*** Opening of LISTED RECORDS ***

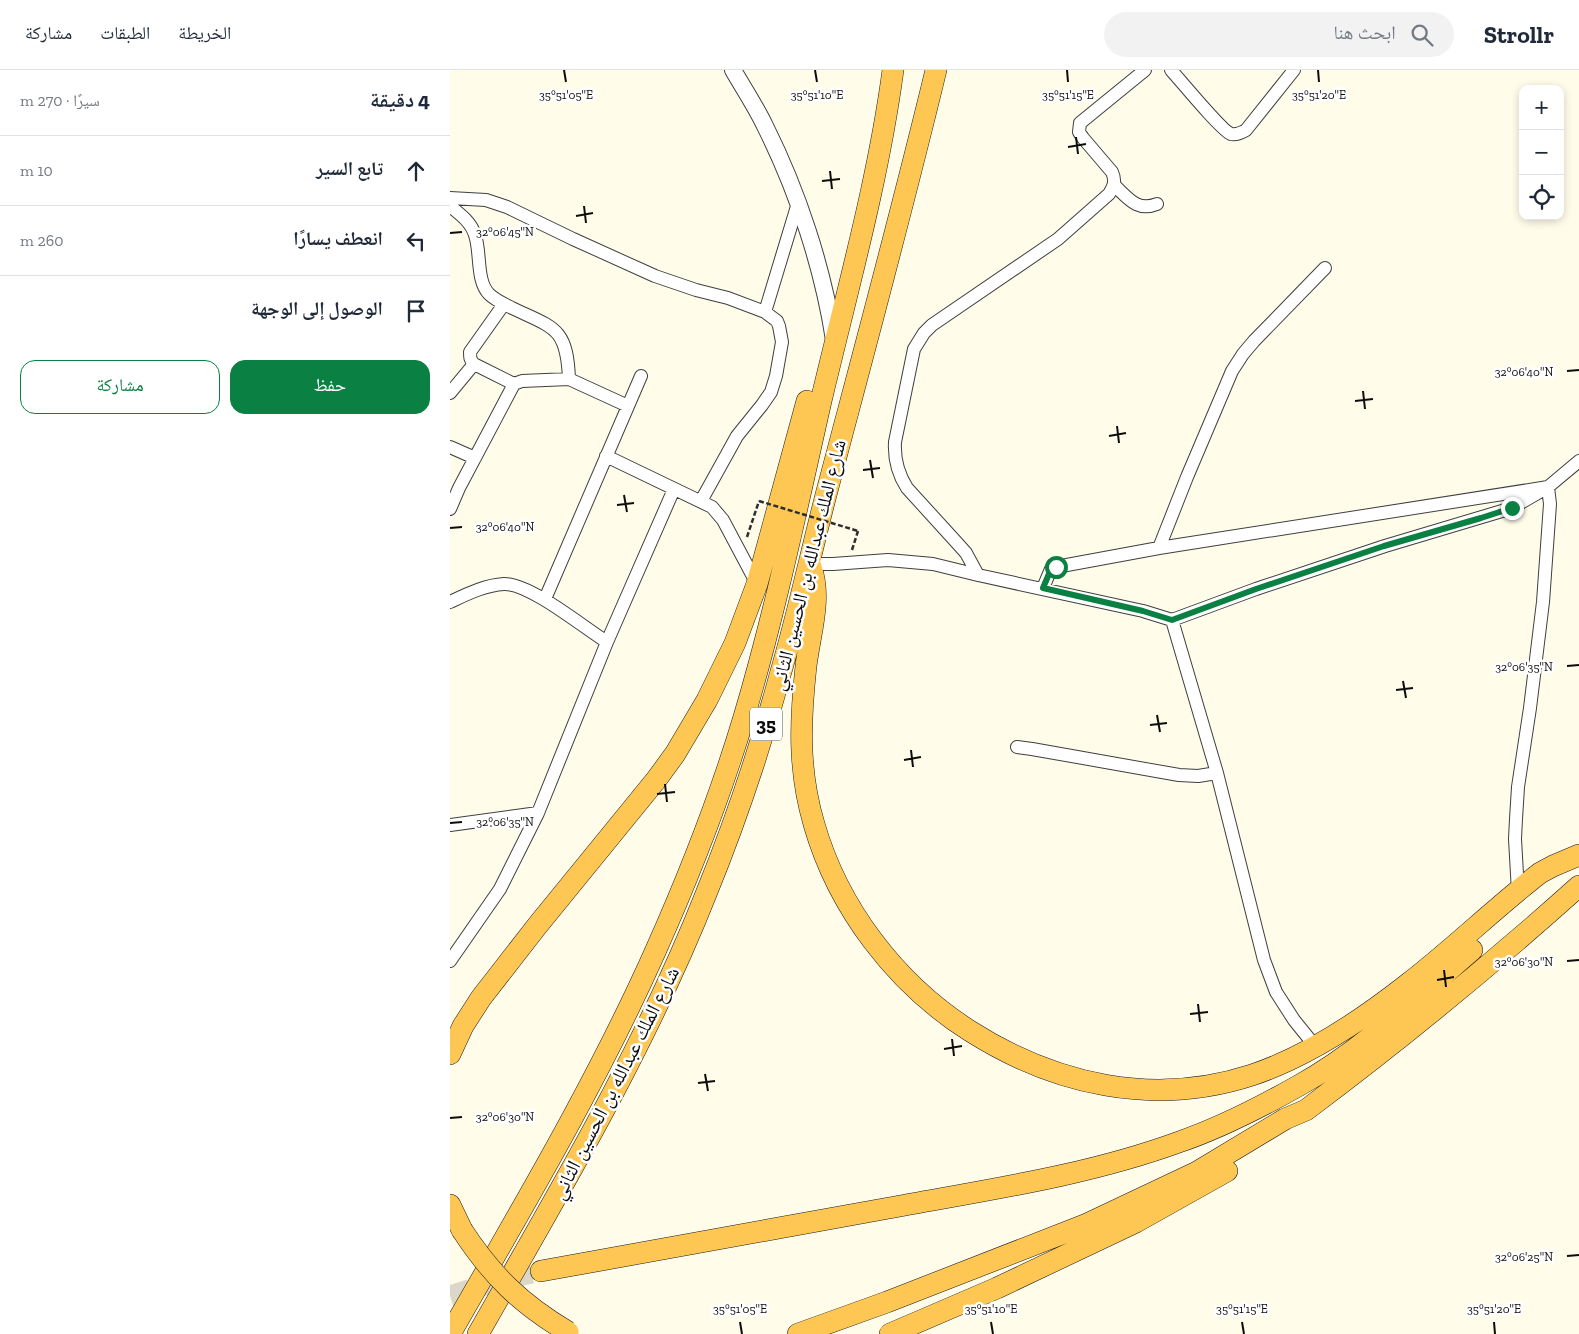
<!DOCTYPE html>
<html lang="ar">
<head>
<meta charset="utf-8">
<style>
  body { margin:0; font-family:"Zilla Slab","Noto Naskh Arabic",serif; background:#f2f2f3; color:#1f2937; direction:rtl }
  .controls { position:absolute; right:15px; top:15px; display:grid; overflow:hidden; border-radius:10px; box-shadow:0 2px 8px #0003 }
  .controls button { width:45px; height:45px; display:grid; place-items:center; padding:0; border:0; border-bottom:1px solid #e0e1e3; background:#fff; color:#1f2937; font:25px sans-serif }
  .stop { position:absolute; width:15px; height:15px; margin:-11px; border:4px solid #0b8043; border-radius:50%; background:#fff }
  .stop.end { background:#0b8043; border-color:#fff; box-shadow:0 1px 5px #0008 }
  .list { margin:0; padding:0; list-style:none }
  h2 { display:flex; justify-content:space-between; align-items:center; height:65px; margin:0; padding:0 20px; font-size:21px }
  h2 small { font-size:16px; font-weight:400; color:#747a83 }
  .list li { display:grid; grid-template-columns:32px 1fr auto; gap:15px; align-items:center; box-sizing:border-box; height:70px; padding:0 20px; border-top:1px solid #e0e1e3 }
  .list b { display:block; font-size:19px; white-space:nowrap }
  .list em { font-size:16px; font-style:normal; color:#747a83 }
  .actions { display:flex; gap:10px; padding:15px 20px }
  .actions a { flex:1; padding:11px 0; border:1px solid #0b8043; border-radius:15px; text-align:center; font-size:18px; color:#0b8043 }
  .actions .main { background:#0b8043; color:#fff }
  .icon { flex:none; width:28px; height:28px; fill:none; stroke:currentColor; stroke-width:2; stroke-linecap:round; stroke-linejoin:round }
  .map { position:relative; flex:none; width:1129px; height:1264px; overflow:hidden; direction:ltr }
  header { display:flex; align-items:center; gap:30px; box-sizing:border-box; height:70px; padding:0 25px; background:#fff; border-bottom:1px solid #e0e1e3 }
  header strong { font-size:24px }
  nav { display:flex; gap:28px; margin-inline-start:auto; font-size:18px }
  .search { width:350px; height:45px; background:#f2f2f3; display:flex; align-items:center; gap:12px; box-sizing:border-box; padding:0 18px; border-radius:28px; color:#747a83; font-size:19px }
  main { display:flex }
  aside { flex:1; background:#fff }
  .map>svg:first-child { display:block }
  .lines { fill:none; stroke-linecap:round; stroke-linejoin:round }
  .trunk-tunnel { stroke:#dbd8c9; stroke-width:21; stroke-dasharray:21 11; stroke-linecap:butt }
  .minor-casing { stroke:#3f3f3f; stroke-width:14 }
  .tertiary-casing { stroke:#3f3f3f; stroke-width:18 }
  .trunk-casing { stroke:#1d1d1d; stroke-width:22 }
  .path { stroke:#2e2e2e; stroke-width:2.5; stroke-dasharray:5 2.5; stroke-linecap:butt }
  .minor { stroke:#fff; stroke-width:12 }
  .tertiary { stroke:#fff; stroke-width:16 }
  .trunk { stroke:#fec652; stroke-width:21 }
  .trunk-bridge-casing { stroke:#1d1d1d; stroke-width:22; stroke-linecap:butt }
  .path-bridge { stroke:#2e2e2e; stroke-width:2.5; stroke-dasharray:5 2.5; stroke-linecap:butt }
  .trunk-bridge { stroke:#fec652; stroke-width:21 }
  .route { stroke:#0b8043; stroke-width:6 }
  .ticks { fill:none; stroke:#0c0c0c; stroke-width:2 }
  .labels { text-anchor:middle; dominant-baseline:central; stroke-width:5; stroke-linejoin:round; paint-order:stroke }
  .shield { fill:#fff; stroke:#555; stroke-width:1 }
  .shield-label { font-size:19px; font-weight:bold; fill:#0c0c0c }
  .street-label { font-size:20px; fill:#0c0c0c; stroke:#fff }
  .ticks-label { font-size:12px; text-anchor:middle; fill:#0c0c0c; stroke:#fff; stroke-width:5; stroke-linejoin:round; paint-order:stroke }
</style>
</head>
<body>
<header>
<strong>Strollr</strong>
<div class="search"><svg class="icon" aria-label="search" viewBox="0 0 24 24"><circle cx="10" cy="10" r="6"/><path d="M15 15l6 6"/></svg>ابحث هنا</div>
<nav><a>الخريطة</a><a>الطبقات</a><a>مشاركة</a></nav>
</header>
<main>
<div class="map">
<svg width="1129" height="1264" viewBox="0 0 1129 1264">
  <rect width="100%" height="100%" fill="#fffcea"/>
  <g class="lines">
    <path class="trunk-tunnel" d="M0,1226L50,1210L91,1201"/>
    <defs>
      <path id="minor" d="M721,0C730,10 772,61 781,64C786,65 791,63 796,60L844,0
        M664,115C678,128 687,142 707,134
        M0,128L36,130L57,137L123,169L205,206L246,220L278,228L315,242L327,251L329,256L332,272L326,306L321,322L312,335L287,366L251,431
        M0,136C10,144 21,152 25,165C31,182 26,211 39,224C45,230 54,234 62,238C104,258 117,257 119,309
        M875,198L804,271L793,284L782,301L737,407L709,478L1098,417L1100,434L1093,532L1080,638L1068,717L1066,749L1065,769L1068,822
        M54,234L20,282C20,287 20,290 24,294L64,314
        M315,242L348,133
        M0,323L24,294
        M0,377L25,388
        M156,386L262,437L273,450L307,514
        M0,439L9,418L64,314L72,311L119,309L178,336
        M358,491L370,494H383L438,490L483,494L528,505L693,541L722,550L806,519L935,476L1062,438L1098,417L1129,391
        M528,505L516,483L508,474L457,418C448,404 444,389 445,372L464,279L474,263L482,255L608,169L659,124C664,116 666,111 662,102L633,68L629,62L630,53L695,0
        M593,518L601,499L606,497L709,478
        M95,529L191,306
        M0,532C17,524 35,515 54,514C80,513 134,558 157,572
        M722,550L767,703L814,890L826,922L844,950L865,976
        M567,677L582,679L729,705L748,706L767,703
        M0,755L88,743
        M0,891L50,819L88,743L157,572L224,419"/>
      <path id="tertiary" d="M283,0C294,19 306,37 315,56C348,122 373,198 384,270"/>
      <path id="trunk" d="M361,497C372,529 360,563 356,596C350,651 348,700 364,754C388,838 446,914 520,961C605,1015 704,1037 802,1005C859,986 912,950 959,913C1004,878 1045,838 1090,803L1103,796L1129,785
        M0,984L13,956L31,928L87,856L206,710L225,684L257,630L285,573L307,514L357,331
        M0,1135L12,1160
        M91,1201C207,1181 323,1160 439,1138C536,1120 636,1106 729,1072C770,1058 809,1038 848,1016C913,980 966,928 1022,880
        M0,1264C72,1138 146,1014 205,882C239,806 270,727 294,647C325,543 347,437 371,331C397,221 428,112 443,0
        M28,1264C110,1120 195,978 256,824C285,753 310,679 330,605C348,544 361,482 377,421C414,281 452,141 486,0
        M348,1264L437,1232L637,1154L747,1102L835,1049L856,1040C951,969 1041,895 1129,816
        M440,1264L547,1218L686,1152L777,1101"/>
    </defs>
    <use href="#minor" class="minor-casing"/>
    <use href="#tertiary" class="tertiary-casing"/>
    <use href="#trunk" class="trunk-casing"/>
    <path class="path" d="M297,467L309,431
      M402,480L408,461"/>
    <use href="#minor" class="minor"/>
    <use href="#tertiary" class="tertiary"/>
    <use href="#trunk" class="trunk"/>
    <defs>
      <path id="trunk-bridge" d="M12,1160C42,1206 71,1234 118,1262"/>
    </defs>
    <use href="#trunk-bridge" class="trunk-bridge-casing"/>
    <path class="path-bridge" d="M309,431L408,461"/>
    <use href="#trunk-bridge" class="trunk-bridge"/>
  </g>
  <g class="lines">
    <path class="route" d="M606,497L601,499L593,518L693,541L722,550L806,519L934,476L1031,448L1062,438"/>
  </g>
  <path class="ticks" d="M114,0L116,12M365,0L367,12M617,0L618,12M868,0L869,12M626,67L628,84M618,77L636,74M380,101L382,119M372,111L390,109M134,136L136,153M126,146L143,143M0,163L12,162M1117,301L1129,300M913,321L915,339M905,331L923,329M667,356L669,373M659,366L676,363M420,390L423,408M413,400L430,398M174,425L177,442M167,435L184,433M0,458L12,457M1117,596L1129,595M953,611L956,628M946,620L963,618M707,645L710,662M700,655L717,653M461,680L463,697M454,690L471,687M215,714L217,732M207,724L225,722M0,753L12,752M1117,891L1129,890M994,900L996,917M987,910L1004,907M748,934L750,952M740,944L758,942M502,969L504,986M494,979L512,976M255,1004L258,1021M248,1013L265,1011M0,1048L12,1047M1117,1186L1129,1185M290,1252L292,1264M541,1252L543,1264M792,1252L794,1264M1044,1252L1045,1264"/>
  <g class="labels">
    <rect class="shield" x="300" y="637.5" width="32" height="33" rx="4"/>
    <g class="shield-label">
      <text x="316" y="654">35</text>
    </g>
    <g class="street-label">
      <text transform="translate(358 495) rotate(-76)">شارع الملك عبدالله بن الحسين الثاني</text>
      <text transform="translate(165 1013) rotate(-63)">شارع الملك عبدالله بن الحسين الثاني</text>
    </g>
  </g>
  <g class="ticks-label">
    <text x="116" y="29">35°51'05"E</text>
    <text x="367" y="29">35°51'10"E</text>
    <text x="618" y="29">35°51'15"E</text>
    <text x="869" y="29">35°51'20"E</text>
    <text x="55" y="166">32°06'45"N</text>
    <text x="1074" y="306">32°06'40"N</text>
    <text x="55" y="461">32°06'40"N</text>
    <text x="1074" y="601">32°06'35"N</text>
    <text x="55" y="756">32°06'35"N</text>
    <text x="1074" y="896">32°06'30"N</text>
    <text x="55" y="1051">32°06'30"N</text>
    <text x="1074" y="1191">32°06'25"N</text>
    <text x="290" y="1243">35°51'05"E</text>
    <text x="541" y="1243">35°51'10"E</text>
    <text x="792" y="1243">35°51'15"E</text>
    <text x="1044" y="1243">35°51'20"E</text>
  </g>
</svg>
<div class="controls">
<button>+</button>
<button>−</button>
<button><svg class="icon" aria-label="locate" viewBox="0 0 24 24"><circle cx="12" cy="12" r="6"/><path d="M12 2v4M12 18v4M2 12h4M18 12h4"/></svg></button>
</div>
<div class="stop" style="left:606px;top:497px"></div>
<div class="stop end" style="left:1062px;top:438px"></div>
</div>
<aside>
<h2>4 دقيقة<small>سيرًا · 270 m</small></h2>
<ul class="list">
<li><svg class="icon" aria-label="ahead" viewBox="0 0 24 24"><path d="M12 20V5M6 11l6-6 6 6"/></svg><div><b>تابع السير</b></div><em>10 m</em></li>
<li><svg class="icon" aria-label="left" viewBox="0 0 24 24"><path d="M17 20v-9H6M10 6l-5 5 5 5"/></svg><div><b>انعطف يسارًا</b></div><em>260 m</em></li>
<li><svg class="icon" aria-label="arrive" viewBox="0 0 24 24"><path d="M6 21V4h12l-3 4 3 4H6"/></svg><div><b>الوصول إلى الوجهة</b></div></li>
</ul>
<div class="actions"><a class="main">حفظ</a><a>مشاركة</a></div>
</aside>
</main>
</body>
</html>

*** Close of LISTED RECORDS ***

## TASK ITEM
Wherever the string "block" occurs in the entries, copy that whole line.

## SOLUTION TO THIS TASK
  .list b { display:block; font-size:19px; white-space:nowrap }
  .map>svg:first-child { display:block }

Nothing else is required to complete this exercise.